Because the CFA franc was linked to the French franc, France could import goods from Africa with its own currency, which greatly benefited it in its relations with African countries. France also had the option of restricting access to the region for other large customers. With the changeover to the euro, these privileges were extended to the leaders of the European Union, who were able to influence the monetary policy of the European Central Bank.
Membership in the CFA franc zone has been disastrous for African economies, which are in a state of prolonged stagnation. The French authorities claim that by their intervention, these countries receive currency and price stability. But neoliberal recipes do not work: the price to pay for low inflation is the complete lack of economic growth.

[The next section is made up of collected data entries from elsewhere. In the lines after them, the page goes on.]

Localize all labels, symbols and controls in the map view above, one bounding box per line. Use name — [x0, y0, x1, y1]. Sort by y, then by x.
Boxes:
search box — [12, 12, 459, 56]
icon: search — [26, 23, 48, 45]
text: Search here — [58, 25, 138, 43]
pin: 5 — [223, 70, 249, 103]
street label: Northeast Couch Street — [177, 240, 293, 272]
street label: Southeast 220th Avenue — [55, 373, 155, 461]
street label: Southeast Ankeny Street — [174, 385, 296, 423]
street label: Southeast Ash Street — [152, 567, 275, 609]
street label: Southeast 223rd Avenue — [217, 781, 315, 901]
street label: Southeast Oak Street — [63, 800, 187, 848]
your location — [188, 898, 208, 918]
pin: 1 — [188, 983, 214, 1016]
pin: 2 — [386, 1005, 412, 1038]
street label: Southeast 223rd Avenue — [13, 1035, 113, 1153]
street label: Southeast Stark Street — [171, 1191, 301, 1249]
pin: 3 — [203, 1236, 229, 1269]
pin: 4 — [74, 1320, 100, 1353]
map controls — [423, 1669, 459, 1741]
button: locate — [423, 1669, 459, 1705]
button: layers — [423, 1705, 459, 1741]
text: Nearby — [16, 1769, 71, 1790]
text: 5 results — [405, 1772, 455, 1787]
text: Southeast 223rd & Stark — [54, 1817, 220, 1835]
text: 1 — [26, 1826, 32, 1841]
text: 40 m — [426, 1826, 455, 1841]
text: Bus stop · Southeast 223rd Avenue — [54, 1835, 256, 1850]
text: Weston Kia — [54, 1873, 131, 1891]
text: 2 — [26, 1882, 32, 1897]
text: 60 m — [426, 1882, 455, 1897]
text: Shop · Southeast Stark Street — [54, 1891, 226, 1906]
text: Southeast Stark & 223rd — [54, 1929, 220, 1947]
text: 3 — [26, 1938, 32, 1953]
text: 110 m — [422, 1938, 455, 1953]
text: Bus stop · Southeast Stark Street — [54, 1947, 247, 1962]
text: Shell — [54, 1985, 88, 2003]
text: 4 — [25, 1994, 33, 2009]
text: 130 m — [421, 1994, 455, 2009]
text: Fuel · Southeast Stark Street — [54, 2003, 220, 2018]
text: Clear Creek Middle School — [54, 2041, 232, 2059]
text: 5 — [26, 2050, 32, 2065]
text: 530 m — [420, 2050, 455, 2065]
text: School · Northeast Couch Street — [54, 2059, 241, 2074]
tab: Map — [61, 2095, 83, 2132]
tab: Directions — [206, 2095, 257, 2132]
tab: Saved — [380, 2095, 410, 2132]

Real per capita GDP in the CFA region has been declining since the mid-1970s. Seven countries of the monetary union remain the poorest in the world and two-thirds of their population are forced to live on less than two dollars per day. And this is not surprising – having no real sovereignty, the countries of the CFA zone sacrifice their populations for the profit of French imperialism. The African states do not have the capacity to control the exchange rate or interest rates, nor to maintain them with the export of raw materials that are monopolized by French corporations.
One might ask: why did these countries agree to participate in the French monetary union? This institution was created 15 years before the start of the national liberation movement in Africa (a liberation movement encouraged and supported by the Soviet Union, the socialist states, and the progressive and anti-imperialist people of the world). The free republics were determined to create their own currencies. However, France laid down the condition that it would recognize their independence only if they retained their membership in the CFA franc zone.
France imposed “cooperation agreements” on African countries, which governed a wide range of issues including mining, the terms of foreign trade and international relations, the structure of the armed forces, the educational system, civil aviation and much more. These agreements consolidated the economic and political domination of France over the former colonies, making their independence a fiction – they are semi-colonies, in Marxist terms.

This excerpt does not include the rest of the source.